Every line in the listing below that holds the word "into" should be returned.

● **WORKING DATA**
┄┄┄┄┄┄┄┄┄┄

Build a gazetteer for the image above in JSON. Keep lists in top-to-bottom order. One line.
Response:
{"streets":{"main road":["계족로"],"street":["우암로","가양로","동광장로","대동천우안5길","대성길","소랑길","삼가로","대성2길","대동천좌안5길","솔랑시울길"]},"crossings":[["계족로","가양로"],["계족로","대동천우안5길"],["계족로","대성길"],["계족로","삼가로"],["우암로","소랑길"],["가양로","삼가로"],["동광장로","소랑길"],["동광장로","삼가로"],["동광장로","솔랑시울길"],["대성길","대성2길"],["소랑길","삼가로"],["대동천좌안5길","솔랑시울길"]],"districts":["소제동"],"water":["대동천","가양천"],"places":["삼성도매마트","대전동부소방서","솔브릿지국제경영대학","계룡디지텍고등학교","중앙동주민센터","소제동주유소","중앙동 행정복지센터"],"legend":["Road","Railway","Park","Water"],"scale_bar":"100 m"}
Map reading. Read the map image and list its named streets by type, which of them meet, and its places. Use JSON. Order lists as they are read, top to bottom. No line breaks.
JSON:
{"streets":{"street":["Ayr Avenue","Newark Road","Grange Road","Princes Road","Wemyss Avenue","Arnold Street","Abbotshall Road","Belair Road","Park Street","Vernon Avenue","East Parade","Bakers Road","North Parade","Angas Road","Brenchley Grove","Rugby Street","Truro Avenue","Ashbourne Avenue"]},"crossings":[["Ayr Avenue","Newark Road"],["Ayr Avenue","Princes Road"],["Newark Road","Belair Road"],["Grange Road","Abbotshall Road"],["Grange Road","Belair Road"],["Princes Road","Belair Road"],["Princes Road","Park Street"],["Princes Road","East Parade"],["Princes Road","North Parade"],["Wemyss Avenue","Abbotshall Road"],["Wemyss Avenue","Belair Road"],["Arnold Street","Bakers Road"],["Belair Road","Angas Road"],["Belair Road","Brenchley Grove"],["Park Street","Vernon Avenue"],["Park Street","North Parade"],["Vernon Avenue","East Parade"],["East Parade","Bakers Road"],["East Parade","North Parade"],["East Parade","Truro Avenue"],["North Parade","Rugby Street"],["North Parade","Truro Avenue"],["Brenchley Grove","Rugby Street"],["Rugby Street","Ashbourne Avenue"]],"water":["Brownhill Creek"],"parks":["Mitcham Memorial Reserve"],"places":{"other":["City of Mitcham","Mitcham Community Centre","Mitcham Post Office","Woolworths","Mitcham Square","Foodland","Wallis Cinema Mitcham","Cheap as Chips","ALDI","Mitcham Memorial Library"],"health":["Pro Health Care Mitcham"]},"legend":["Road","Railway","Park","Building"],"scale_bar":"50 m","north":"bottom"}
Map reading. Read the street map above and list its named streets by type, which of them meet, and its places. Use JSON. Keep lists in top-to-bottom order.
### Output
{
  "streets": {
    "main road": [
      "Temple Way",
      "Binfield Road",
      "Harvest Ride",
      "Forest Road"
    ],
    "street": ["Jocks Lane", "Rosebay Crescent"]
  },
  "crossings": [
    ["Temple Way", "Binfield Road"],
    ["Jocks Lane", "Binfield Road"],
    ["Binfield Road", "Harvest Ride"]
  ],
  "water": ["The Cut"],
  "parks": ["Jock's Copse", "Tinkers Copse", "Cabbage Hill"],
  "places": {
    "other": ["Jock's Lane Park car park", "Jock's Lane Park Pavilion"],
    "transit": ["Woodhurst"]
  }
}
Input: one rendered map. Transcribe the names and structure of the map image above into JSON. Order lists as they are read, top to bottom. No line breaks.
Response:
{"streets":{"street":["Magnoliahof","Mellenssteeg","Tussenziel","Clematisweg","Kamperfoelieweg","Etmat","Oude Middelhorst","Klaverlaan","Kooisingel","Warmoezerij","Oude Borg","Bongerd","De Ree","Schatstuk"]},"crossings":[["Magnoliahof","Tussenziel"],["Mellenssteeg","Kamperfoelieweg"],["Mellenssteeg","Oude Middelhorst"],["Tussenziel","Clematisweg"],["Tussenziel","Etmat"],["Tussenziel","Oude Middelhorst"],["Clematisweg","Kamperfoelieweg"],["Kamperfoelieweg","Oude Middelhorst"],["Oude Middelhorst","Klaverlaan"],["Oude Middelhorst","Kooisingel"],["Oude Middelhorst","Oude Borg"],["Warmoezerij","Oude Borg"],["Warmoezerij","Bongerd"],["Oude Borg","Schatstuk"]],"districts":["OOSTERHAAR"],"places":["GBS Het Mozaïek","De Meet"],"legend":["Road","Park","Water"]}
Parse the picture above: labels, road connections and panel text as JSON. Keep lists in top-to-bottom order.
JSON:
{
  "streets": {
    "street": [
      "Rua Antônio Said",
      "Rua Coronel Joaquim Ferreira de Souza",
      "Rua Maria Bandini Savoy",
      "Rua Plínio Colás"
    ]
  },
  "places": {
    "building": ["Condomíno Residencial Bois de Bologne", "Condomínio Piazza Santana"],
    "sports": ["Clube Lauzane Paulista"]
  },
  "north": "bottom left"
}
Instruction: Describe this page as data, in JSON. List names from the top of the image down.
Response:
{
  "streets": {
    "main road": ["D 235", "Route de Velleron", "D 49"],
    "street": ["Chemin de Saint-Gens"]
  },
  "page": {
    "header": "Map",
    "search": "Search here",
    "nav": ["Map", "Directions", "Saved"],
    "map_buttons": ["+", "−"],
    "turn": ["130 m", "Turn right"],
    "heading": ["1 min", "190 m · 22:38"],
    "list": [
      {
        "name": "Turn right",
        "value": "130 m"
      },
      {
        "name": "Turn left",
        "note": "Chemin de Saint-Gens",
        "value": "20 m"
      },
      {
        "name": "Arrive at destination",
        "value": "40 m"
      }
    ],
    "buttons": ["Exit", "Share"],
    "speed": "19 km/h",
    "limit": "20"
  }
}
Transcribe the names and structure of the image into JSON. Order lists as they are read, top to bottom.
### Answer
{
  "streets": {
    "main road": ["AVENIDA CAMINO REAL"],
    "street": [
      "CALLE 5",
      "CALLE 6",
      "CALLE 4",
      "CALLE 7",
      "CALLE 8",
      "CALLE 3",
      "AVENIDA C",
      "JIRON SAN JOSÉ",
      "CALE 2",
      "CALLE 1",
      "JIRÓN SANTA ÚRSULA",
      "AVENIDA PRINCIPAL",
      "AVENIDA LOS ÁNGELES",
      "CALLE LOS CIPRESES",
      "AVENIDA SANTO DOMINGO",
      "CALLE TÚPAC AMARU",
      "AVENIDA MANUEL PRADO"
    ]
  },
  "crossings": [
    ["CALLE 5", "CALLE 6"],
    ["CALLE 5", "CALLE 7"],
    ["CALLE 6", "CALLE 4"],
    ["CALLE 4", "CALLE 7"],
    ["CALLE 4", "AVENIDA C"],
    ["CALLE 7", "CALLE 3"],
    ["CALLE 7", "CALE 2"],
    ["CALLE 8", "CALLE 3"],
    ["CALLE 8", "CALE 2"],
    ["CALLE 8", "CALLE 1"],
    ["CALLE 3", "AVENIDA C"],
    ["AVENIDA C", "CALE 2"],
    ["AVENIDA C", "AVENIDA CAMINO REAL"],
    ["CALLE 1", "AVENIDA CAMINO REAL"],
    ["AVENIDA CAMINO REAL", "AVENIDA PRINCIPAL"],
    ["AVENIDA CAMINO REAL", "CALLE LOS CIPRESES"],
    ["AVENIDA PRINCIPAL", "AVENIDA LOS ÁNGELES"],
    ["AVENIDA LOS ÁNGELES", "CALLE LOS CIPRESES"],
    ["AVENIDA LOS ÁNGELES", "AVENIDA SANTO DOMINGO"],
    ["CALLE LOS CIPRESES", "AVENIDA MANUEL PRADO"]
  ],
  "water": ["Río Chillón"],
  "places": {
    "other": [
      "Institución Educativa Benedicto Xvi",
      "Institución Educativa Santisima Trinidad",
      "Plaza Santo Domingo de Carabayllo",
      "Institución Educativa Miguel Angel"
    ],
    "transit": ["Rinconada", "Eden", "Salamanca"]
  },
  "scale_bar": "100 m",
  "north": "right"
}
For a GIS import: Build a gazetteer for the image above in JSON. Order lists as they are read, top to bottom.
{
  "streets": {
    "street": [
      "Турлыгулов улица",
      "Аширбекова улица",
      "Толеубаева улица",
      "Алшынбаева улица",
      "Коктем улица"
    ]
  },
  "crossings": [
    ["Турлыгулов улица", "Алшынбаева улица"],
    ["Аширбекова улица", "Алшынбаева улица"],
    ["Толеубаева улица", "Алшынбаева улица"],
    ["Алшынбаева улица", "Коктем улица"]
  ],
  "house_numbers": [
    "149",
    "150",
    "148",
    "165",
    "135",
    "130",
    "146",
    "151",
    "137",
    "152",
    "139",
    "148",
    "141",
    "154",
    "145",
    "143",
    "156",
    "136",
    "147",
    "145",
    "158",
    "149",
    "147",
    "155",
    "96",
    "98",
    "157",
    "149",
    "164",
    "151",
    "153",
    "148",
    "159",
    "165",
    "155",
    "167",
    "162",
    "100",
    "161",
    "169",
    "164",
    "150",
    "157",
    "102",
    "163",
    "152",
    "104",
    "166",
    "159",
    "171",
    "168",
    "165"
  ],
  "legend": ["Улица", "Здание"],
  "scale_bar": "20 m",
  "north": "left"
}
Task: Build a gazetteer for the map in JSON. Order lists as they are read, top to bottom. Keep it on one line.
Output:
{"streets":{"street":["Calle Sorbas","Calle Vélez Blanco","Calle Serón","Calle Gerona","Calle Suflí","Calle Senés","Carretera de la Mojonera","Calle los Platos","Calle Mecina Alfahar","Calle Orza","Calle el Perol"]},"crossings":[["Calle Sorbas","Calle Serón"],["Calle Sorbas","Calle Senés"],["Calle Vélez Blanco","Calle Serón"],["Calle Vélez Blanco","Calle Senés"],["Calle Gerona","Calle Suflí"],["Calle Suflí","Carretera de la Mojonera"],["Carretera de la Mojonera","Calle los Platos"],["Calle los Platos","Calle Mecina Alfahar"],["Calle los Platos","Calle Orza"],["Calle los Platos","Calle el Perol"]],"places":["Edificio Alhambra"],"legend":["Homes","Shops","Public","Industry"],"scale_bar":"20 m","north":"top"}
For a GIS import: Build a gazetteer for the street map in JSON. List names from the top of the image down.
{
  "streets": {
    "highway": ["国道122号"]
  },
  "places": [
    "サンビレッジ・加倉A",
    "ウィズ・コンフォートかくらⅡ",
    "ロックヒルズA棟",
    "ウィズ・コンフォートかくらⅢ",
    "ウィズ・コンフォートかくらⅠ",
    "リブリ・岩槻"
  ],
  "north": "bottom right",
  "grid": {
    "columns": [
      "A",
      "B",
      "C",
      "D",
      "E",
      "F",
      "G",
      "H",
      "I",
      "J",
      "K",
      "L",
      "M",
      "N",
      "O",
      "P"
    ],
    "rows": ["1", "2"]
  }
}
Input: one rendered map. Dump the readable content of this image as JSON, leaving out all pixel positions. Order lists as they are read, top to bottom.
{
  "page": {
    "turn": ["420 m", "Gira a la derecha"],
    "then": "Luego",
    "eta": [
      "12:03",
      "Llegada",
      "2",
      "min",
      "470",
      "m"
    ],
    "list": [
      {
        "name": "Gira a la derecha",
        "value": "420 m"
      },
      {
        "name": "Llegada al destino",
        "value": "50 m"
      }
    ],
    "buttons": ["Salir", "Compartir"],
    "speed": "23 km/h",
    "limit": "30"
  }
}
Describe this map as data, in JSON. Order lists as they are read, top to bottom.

┄┄┄┄┄┄┄┄┄┄

● **RESULT OF THIS EXERCISE**
Input: one rendered map. Transcribe the names and structure of the map image above into JSON. Order lists as they are read, top to bottom. No line breaks.
Transcribe the names and structure of the image into JSON. Order lists as they are read, top to bottom.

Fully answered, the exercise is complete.